REQUIRED ACTION -
Each line of the data that mentions the string "Fourcade" needs to be identified and copied.

Dataset entries:
+--

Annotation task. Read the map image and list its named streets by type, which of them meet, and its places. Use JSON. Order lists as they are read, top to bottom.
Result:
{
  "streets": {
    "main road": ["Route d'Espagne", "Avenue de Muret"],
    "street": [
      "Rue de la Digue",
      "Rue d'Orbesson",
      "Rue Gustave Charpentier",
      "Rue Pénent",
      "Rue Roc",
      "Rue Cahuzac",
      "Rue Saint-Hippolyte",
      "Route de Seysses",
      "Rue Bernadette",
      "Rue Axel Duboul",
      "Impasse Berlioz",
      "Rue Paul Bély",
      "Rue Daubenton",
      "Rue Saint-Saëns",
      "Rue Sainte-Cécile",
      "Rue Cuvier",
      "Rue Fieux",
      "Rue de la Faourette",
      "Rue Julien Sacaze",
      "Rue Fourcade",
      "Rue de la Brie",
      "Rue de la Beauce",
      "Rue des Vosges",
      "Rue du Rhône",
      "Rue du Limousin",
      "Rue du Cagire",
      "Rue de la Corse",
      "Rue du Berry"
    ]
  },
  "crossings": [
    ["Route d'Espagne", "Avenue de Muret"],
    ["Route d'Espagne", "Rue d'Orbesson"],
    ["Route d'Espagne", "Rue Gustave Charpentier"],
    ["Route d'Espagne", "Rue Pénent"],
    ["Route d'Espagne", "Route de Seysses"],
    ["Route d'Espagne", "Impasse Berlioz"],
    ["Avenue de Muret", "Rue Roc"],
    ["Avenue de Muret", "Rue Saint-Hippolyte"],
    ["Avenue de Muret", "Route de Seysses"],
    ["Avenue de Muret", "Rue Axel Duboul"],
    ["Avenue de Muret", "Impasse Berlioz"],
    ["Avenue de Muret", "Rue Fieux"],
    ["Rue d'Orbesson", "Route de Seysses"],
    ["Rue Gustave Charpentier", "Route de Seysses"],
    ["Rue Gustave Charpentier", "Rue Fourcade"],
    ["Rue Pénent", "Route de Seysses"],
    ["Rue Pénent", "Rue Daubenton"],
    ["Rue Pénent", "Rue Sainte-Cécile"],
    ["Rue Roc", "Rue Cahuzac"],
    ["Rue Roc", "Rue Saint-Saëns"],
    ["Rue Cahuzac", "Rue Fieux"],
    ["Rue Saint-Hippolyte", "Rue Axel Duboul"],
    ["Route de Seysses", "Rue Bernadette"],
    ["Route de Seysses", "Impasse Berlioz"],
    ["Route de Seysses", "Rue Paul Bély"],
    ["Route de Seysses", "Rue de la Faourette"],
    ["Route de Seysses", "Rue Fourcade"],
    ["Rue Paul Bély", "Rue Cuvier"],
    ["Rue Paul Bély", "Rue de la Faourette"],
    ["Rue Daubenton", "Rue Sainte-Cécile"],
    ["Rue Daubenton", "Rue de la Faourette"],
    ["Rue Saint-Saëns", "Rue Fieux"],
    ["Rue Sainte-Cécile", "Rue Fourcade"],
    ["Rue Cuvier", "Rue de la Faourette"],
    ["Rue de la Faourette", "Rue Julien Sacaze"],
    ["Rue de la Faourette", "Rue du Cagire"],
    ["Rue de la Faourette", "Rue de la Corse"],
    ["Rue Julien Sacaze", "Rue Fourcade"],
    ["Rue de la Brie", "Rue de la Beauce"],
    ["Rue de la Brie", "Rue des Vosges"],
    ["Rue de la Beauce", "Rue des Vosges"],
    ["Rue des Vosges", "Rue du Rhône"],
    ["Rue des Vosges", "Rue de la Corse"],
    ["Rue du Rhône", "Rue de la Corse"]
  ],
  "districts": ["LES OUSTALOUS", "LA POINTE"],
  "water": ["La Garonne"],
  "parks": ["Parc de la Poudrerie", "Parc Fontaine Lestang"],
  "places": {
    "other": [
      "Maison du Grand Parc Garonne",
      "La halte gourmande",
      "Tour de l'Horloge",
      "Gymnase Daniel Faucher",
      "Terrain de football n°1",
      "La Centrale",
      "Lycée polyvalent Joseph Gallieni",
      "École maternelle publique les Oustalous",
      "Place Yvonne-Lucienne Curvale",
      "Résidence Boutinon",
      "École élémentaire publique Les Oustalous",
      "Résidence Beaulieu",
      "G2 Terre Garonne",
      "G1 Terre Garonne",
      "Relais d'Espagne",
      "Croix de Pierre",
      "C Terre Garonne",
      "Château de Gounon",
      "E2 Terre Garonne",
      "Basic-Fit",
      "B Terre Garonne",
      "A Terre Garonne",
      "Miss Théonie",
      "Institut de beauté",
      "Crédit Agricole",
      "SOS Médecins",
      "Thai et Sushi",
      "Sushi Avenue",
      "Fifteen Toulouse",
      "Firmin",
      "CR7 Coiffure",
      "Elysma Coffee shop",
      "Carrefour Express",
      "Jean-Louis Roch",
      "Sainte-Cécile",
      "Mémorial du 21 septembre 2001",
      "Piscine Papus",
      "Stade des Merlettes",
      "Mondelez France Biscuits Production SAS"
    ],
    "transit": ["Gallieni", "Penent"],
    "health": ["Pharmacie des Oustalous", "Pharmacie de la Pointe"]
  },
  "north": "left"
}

+--

YOUR SOLUTION -
      "Rue Fourcade",
    ["Rue Gustave Charpentier", "Rue Fourcade"],
    ["Route de Seysses", "Rue Fourcade"],
    ["Rue Sainte-Cécile", "Rue Fourcade"],
    ["Rue Julien Sacaze", "Rue Fourcade"],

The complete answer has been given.